Atlanta protesters: Stop violence targeting Muslim minority in Myanmar

Protesters marched around the CNN Center in downtown Atlanta Saturday, calling for an end to the deadly violence targeting the Rohingya, a stateless Muslim minority that is being driven out of its predominantly Buddhist homeland of Myanmar. JEREMY REDMON/jredmon@ajc.com

Protesters marched around the CNN Center in downtown Atlanta Saturday, calling for an end to the deadly violence targeting the Rohingya, a stateless Muslim minority that is being driven out of its predominantly Buddhist homeland of Myanmar. JEREMY REDMON/jredmon@ajc.com

Scores of demonstrators marched around the CNN Center in downtown Atlanta Saturday, calling for an end to the deadly violence targeting the Rohingya, a stateless Muslim minority that is being driven out of its predominantly Buddhist homeland of Myanmar.

Calling themselves the Burmese Rohingya Residents of Clarkston, the protesters urged the United Nations to dispatch a peacekeeping force to Myanmar. Many Rohingya have been tortured, raped or killed and their homes and mosques have been destroyed amid a government security operation triggered by armed attacks on border posts in October, according to the UN.

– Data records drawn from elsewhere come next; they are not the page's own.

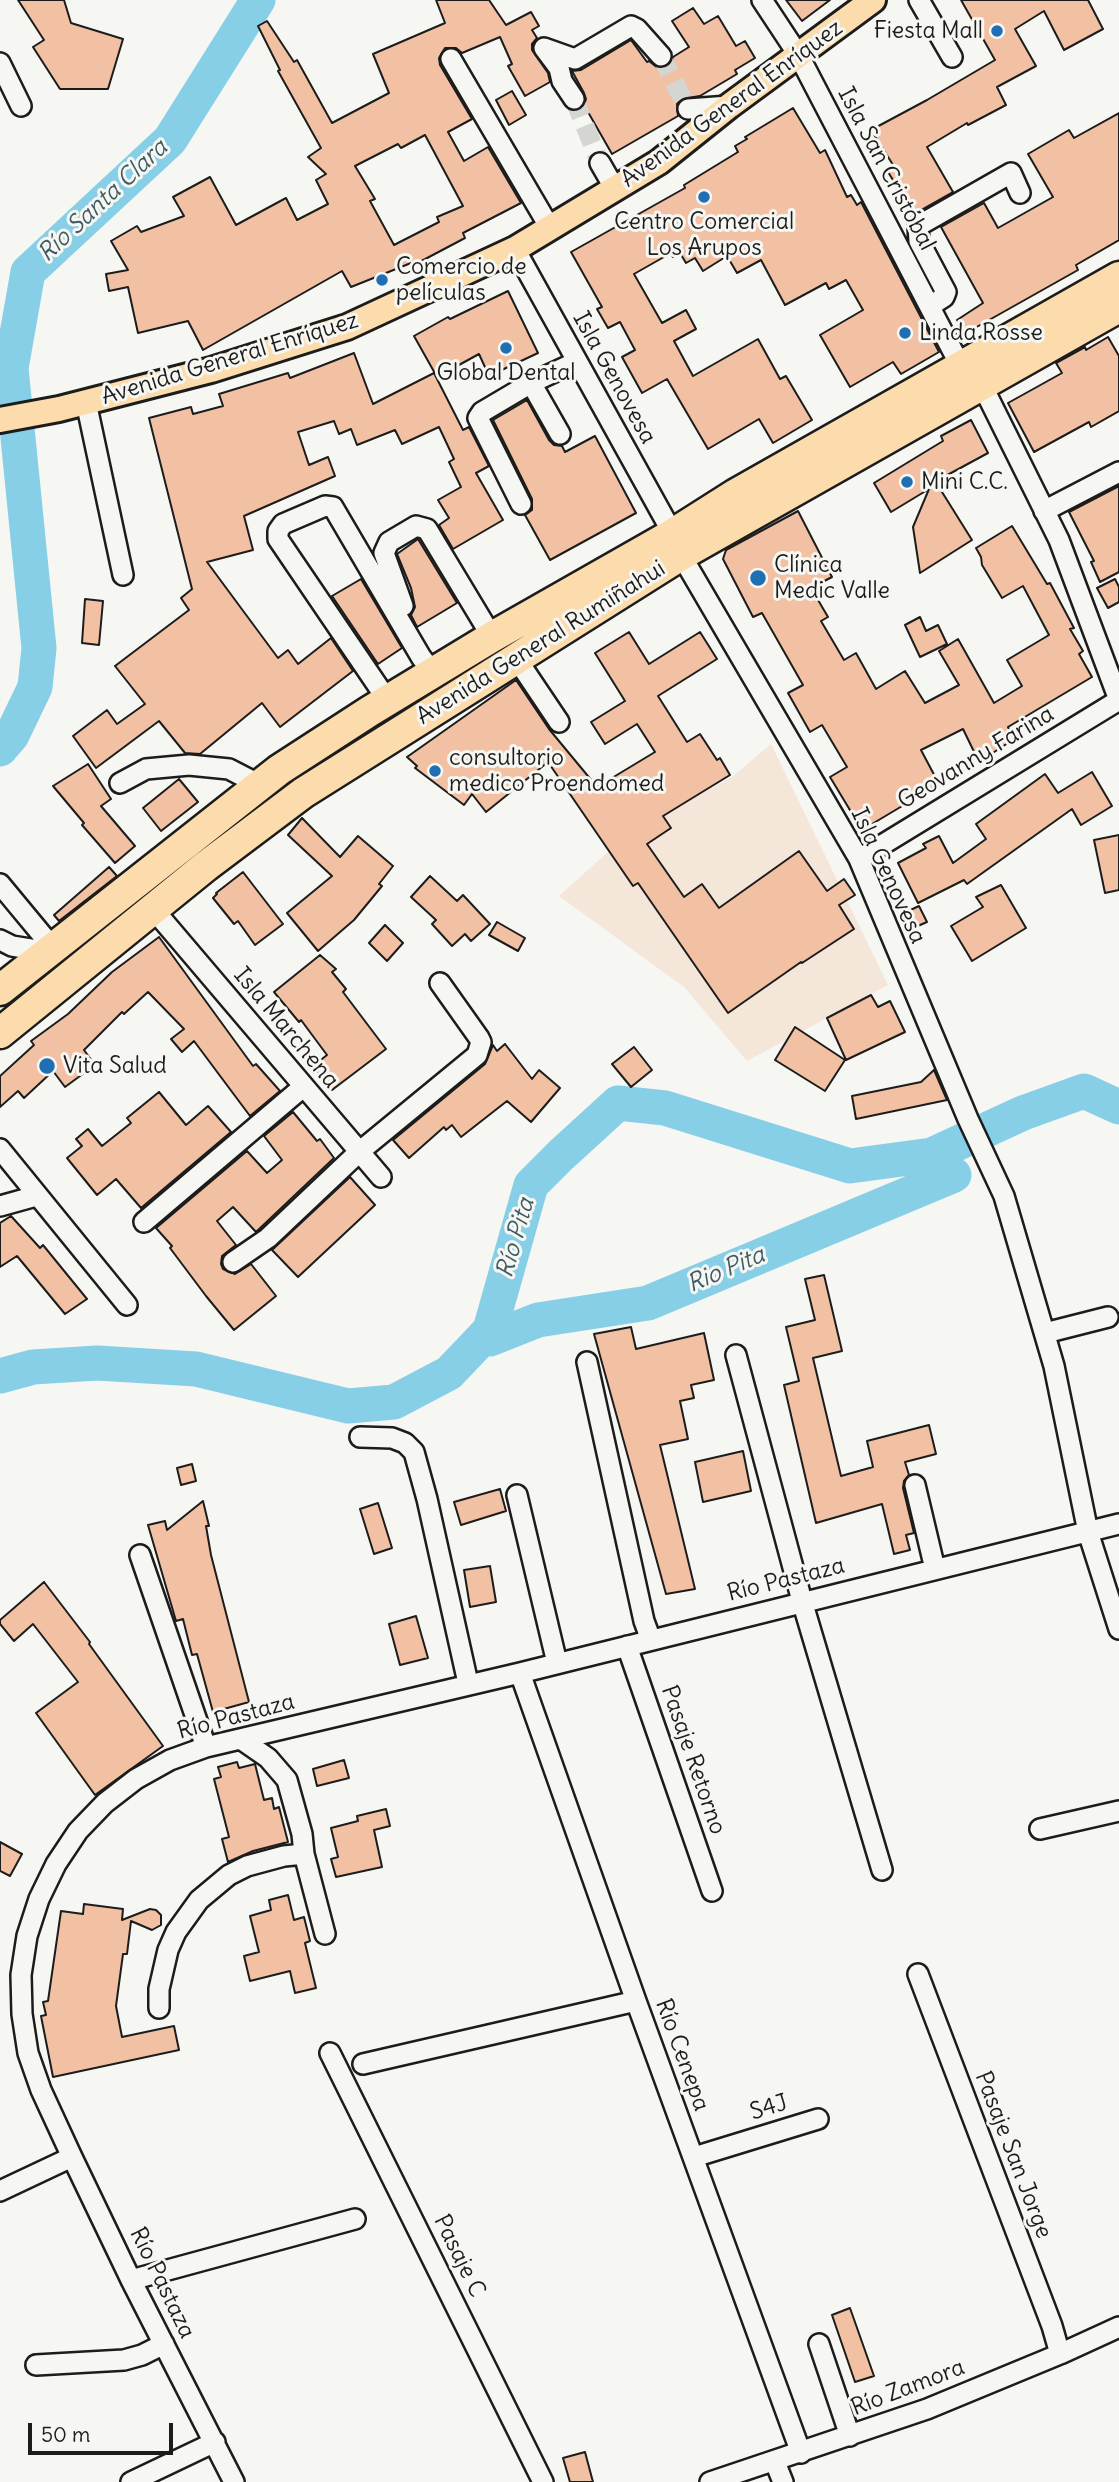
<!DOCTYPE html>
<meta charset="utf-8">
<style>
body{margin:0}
#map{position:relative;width:1119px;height:2482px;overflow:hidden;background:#f6f6f2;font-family:Delius,sans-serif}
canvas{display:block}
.scale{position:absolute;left:28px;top:2423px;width:145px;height:32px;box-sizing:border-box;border:4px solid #1c1c1c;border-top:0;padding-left:9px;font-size:21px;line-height:24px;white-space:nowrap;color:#1c1c1c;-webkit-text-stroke:5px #f6f6f2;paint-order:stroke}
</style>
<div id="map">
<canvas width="1119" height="2482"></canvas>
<div class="scale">50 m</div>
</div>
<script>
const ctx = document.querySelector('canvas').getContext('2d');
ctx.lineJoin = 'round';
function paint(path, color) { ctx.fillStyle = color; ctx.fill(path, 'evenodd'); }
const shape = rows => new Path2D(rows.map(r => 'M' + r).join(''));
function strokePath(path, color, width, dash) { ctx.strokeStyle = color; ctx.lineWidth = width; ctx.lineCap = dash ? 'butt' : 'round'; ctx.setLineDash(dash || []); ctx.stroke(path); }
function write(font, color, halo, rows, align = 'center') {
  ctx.font = font + ' Delius,sans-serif'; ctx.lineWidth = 6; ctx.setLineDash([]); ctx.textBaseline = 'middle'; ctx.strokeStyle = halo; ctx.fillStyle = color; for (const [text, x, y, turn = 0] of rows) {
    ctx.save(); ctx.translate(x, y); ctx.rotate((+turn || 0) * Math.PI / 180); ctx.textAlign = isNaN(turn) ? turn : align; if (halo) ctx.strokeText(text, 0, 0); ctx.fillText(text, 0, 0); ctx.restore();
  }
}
const built = shape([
 [771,744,888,985,747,1061,684,987,559,896,609,851,646,825,732,777]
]);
const river = shape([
 [0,749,12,735,35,687,39,648,11,368,28,272,170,140,258,0],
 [490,1339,538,1320,648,1303,954,1175],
 [0,1376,33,1367,97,1363,196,1369,348,1406,394,1402,449,1373,490,1330,531,1185,561,1155,618,1103,665,1108,850,1166,932,1155,1023,1113,1084,1091,1119,1107]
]);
const building = shape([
 [18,0,64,0,71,23,123,39,108,89,60,89,33,47,44,40,18,0],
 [436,0,489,0,506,25,531,12,539,26,532,30,537,38,532,44,532,50,548,73,550,82,525,96,508,66,512,64,500,37,462,53,456,48,445,48,439,58,440,65,472,119,448,132,464,161,488,147,521,203,463,233,465,238,412,266,411,263,351,287,342,271,203,350,188,321,138,333,128,287,109,291,106,274,128,270,111,241,137,226,141,232,184,216,173,197,210,177,236,225,286,198,297,220,328,204,316,180,326,174,308,157,321,148,278,71,280,70,258,26,267,21,294,62,297,60,332,123,389,93,373,54,445,23,436,0],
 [425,135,463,206,437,217,439,222,394,245,370,201,375,199,355,166,398,144,401,148,425,135],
 [786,0,830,0,802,21,786,0],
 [961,0,1088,0,1103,29,1064,50,1044,11,1015,29,1036,66,997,87,1006,105,968,125,967,123,927,147,953,192,914,214,888,172,895,168,871,130,927,100,995,60,961,0],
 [693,8,704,24,718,16,736,46,745,41,755,58,735,70,737,74,700,96,682,99,677,104,678,116,612,154,584,105,586,99,584,93,572,71,581,70,631,40,647,62,649,61,658,68,669,66,673,57,689,47,672,21,693,8],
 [512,91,526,115,509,125,496,100,512,91],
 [793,108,820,153,825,150,847,197,851,195,857,205,861,202,939,352,901,374,893,362,850,387,820,335,863,310,846,280,829,289,826,283,785,305,761,260,737,273,727,256,703,271,695,258,686,263,680,253,673,257,671,253,634,274,662,323,686,310,696,329,674,341,693,376,758,339,780,379,786,376,812,420,773,443,759,419,708,449,667,379,642,393,622,357,635,350,620,322,608,328,597,309,602,307,571,252,685,188,684,185,738,152,735,146,747,139,745,137,793,108],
 [1119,113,1119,240,1076,265,1078,270,966,333,957,320,983,303,941,227,984,203,998,228,1053,197,1028,154,1069,130,1074,138,1119,113],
 [508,291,538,353,489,376,479,354,437,377,414,336,448,317,450,319,508,291],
 [1108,337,1119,356,1119,411,1091,427,1089,422,1034,452,1008,403,1062,373,1056,363,1085,347,1086,350,1108,337],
 [354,353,373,404,434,373,463,430,469,427,489,466,476,473,503,520,453,549,439,525,449,518,438,500,461,487,449,462,454,459,439,427,402,444,395,430,357,445,351,429,339,434,334,421,298,432,309,465,328,457,335,476,244,516,253,550,207,562,278,658,288,650,298,664,331,638,353,671,280,727,262,703,200,754,185,753,159,721,96,768,73,736,107,710,117,724,145,704,115,666,189,610,181,598,192,589,149,418,191,407,193,414,223,406,219,394,288,373,290,378,354,353],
 [527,400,549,440,554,445,562,446,565,452,595,436,636,513,550,560,525,515,532,510,532,499,493,420,527,400],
 [971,420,988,453,940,479,941,481,937,484,972,540,920,573,913,527,929,489,891,512,874,483,943,441,941,436,971,420],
 [1119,486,1119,572,1100,582,1091,562,1094,561,1069,512,1119,486],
 [798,511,832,577,811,588,828,617,821,621,844,660,856,653,876,689,905,671,925,703,959,685,939,651,958,639,994,703,1022,686,1007,660,1049,635,1023,586,1002,598,982,565,981,557,976,548,1012,526,1047,584,1050,583,1074,628,1070,629,1083,651,1079,654,1092,677,1008,727,1014,739,979,762,963,729,921,750,939,784,862,830,830,777,847,767,822,725,810,732,788,693,803,685,762,613,753,617,723,559,726,550,798,511],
 [418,539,457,603,417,627,411,615,415,607,411,588,397,554,418,539],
 [361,579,402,648,378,664,332,596,361,579],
 [1115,579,1119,587,1119,602,1108,608,1097,588,1115,579],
 [85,599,103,601,99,645,82,643,85,599],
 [920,617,926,631,938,625,947,644,920,657,905,625,920,617],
 [629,632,649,664,700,632,717,659,658,696,687,742,700,734,717,760,720,758,730,775,663,816,671,828,647,844,684,897,702,884,719,908,799,851,827,891,844,879,855,895,839,905,854,929,802,963,801,962,728,1013,638,883,633,886,548,762,486,812,472,794,464,805,415,768,417,766,407,757,516,680,549,729,597,787,655,752,637,724,605,744,591,722,625,701,595,653,629,632],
 [88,764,111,799,101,806,135,846,115,863,82,825,84,823,53,786,88,764],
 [1092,772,1112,806,1081,825,1072,809,967,884,964,880,918,903,898,863,926,848,923,844,939,836,953,863,986,839,976,824,1045,774,1058,793,1092,772],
 [179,779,198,802,161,831,143,808,179,779],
 [302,818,340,857,358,836,393,866,379,884,382,886,354,920,318,951,287,913,332,876,288,835,302,818],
 [1119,835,1119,890,1105,893,1094,840,1119,835],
 [109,867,117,876,59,921,54,915,109,867],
 [243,872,283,924,255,945,238,921,234,924,213,898,217,894,216,893,243,872],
 [430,876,457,901,463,895,490,924,471,941,465,934,452,946,432,924,436,920,411,897,430,876],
 [1001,885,1026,928,972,961,951,926,983,907,976,897,1001,885],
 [919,906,927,922,911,929,904,913,919,906],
 [497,922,525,938,518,951,489,935,497,922],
 [385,925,403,943,387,961,369,943,385,925],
 [159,937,253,1066,256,1064,280,1091,250,1116,194,1041,182,1052,171,1039,184,1029,148,992,124,1014,122,1012,84,1050,95,1065,65,1087,53,1071,24,1098,18,1091,0,1107,0,1076,34,1045,31,1041,68,1014,112,972,159,937],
 [320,955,336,969,332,972,346,989,343,992,386,1049,332,1090,313,1066,327,1055,301,1020,299,1022,274,992,320,955],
 [871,995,878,1007,890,1001,905,1032,846,1060,827,1018,871,995],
 [795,1027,845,1060,825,1091,775,1060,795,1027],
 [505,1044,532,1079,539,1070,560,1088,531,1122,507,1101,461,1137,452,1125,446,1130,444,1127,409,1158,393,1140,485,1064,493,1045,497,1051,505,1044],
 [634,1047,652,1070,631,1087,612,1064,634,1047],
 [934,1070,947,1100,856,1119,852,1096,921,1082,934,1070],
 [159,1092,186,1125,208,1106,231,1132,141,1208,116,1179,97,1195,67,1158,82,1146,76,1139,88,1129,102,1146,131,1123,127,1118,159,1092],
 [293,1112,317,1141,320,1139,334,1158,256,1232,233,1207,217,1221,236,1245,222,1256,221,1264,223,1269,235,1274,251,1264,276,1296,234,1330,206,1296,170,1248,172,1246,156,1228,247,1151,267,1173,282,1160,264,1136,293,1112],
 [350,1177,375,1205,298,1277,272,1250,350,1177],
 [11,1216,40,1248,43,1245,87,1299,65,1314,17,1256,0,1267,0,1223,11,1216],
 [824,1275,842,1351,813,1358,841,1476,873,1467,867,1441,929,1425,936,1454,905,1462,909,1475,904,1481,903,1488,914,1533,906,1535,910,1550,894,1554,882,1504,816,1523,784,1385,799,1381,786,1327,815,1320,805,1279,824,1275],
 [631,1327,636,1349,704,1333,714,1380,691,1385,694,1398,680,1401,688,1439,660,1445,695,1589,666,1594,594,1334,631,1327],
 [743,1451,751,1491,703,1502,695,1462,743,1451],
 [192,1464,196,1481,181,1485,177,1468,192,1464],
 [500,1489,506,1511,461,1525,454,1502,500,1489],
 [203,1501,209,1526,206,1526,211,1555,249,1702,213,1712,197,1654,192,1655,183,1619,176,1621,148,1525,165,1521,167,1530,203,1501],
 [378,1503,392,1548,374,1554,360,1509,378,1503],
 [490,1566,496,1602,470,1607,464,1570,490,1566],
 [44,1582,90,1642,89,1644,163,1746,95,1795,36,1713,78,1682,33,1624,14,1641,0,1624,0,1620,44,1582],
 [416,1616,428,1658,400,1665,389,1624,416,1616],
 [344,1760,349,1778,317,1786,313,1769,344,1760],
 [237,1762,239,1768,255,1764,264,1800,272,1798,274,1809,279,1807,288,1842,253,1851,228,1862,222,1839,229,1837,214,1779,221,1777,218,1767,237,1762],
 [386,1809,390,1826,374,1830,382,1867,336,1877,331,1859,338,1857,331,1828,358,1821,357,1816,386,1809],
 [0,1842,22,1854,10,1876,0,1871,0,1842],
 [288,1895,294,1920,304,1917,310,1941,305,1943,316,1988,295,1993,290,1971,250,1981,244,1956,259,1952,250,1916,271,1910,269,1900,288,1895],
 [84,1904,123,1909,122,1920,150,1909,156,1910,161,1915,161,1925,152,1930,131,1921,127,1954,123,1954,116,2006,122,2037,174,2026,179,2050,53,2077,41,2016,46,2015,43,2002,48,2001,61,1911,83,1914,84,1904],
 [850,2308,874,2376,855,2382,832,2315,850,2308],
 [585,2452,593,2482,570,2482,563,2458,585,2452]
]);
const minorTunnel = shape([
 [661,56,688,109],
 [574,99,600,163]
]);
const minor = shape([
 [762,0,799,56,960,365],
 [919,0,952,57],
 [451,59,550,228],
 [0,63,21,106],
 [574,99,562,81,559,68,544,48,575,59,631,26,637,29,661,56],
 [688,109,729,106],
 [600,163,615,189],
 [515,249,673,534,681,555,859,859,968,1119,1004,1196,1054,1366,1088,1532,1119,1629],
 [930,306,944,297,946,292,919,241,918,226,1011,173,1020,193],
 [531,383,560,434],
 [982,385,1059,540,1119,700],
 [86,402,123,575],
 [521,504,478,418,482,412,531,383,576,362],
 [1044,511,1119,472],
 [403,606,384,553,389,542,416,526,427,529,492,637],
 [516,658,559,722],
 [388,701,278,539,278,531,283,524,325,506,333,507,421,657,433,673],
 [120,783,146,769,189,765,229,769,260,785],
 [859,859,1119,700],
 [0,884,53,948],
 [154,910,381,1177],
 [0,940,12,946,49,952],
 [0,1149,127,1305],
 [0,1206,36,1196],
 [144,1222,303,1087],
 [233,1262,268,1238,359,1152,477,1055,481,1042,479,1038,440,983],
 [1045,1333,1108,1317],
 [736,1355,802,1601,882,1870],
 [587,1362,644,1621,651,1640],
 [360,1437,392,1438,405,1443,414,1452,427,1499,468,1683],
 [915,1485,935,1569],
 [517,1495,557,1663],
 [140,1555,206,1747],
 [627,1646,712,1891],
 [520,1673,636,2001,801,2453],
 [242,1740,268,1758,287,1780,302,1834,304,1854,325,1934],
 [1040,1829,1119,1811],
 [918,1974,1052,2326,1060,2354],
 [159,2008,159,1989,168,1950,176,1932,199,1900,229,1875,247,1866,284,1856,304,1854],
 [330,2053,543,2482],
 [363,2064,636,2001],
 [694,2157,818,2119],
 [0,2191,72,2157],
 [131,2280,355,2219],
 [819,2344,850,2436],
 [36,2365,124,2360,142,2355,164,2344],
 [775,2462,783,2482],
 [131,2482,215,2442],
 [234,2482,131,2280,72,2157,41,2090,28,2053,22,2014,21,1975,27,1936,39,1899,56,1864,78,1831,105,1803,136,1779,170,1760,206,1747,520,1673,1119,1524],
 [710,2482,927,2409,1060,2354,1119,2327]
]);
const major = shape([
 [0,420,59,409,211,370,347,327,515,249,659,162,729,106,873,0]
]);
const highway = shape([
 [0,990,279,770,370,711,492,637,673,534,736,494,1119,277],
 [0,1033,206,866,303,793,681,555,1119,307]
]);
const markers = [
 [997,31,7,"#1f6fb2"],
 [704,197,7,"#1f6fb2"],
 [382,280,7,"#1f6fb2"],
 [905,333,7,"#1f6fb2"],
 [506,348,7,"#1f6fb2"],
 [907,482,7,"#1f6fb2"],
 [758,578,9,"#1f6fb2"],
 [435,771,7,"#1f6fb2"],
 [47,1066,9,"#1f6fb2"]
];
const poiNames = [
 ["Fiesta Mall",983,31,"right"],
 ["Centro Comercial",704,222,"center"],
 ["Los Arupos",704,248,"center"],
 ["Comercio de",396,267],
 ["películas",396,293],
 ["Linda Rosse",919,333],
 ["Global Dental",506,373,"center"],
 ["Mini C.C.",921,482],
 ["Clínica",774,565],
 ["Medic Valle",774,591],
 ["consultorio",449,758],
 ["medico Proendomed",449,784],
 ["Vita Salud",63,1066]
];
const streetNames = [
 ["Avenida General Enríquez",732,104,-36],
 ["Isla San Cristóbal",886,169,62],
 ["Avenida General Enríquez",230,359,-17],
 ["Isla Genovesa",614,378,61],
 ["Avenida General Rumiñahui",541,643,-32],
 ["Geovanny Farina",976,758,-31],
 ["Isla Genovesa",888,876,65],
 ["Isla Marchena",286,1028,50],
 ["Río Pastaza",786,1580,-14],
 ["Río Pastaza",236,1717,-15],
 ["Pasaje Retorno",693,1760,71],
 ["Río Cenepa",682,2055,70],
 ["S4J",769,2108,-17],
 ["Pasaje San Jorge",1013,2155,69],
 ["Pasaje C",459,2256,64],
 ["Río Pastaza",162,2283,64],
 ["Río Zamora",908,2388,-21]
];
const waterNames = [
 ["Río Santa Clara",103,201,-43],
 ["Río Pita",516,1238,-74],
 ["Rio Pita",726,1270,-23]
];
paint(built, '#f5e6da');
strokePath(river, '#86cfe7', 35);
paint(building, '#f2c1a3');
strokePath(building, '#1c1c1c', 2);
strokePath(minorTunnel, '#d5d5d2', 19, [19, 10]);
strokePath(minor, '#1c1c1c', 24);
strokePath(major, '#1c1c1c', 30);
strokePath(highway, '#1c1c1c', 35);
strokePath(minor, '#f6f6f2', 19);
strokePath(major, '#fcdcac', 24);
strokePath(highway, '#fcdcac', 30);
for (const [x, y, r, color] of markers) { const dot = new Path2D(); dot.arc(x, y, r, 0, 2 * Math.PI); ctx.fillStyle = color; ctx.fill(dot); strokePath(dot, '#f6f6f2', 2.5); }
write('23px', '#1c1c1c', '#f6f6f2', poiNames, 'left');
write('23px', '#1c1c1c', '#f6f6f2', streetNames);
write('italic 24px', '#415b63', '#f6f6f2', waterNames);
</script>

The Myanmar government regards its estimated 1.3 million Rohingya as interlopers from neighboring Bangladesh and blocks them from obtaining citizenship. Tens of thousands have been confined to internment camps. Many others have fled on smugglers' boats, braving perilous voyages to Malaysia and Thailand.

Since 2012, 3,744 refugees from Myanmar have been resettled in Georgia, federal records show. It’s unknown precisely how many of them are Rohingya. But Hamid Mohamed Hussain, a refugee from Myanmar who helped organize Saturday’s protest, estimated there are now about 200 living in the Atlanta area.

As SEC Championship Game fans visiting from Alabama and Florida looked on, Hussain’s fellow demonstrators marched up and down the sidewalks around the CNN Center, chanting “Stop killing Rohingya!” and “Stop genocide right now!”

“We really need help,” Hussain said, “including from the international community and the United Nations to immediately stop these mass killings and arbitrary arrests.”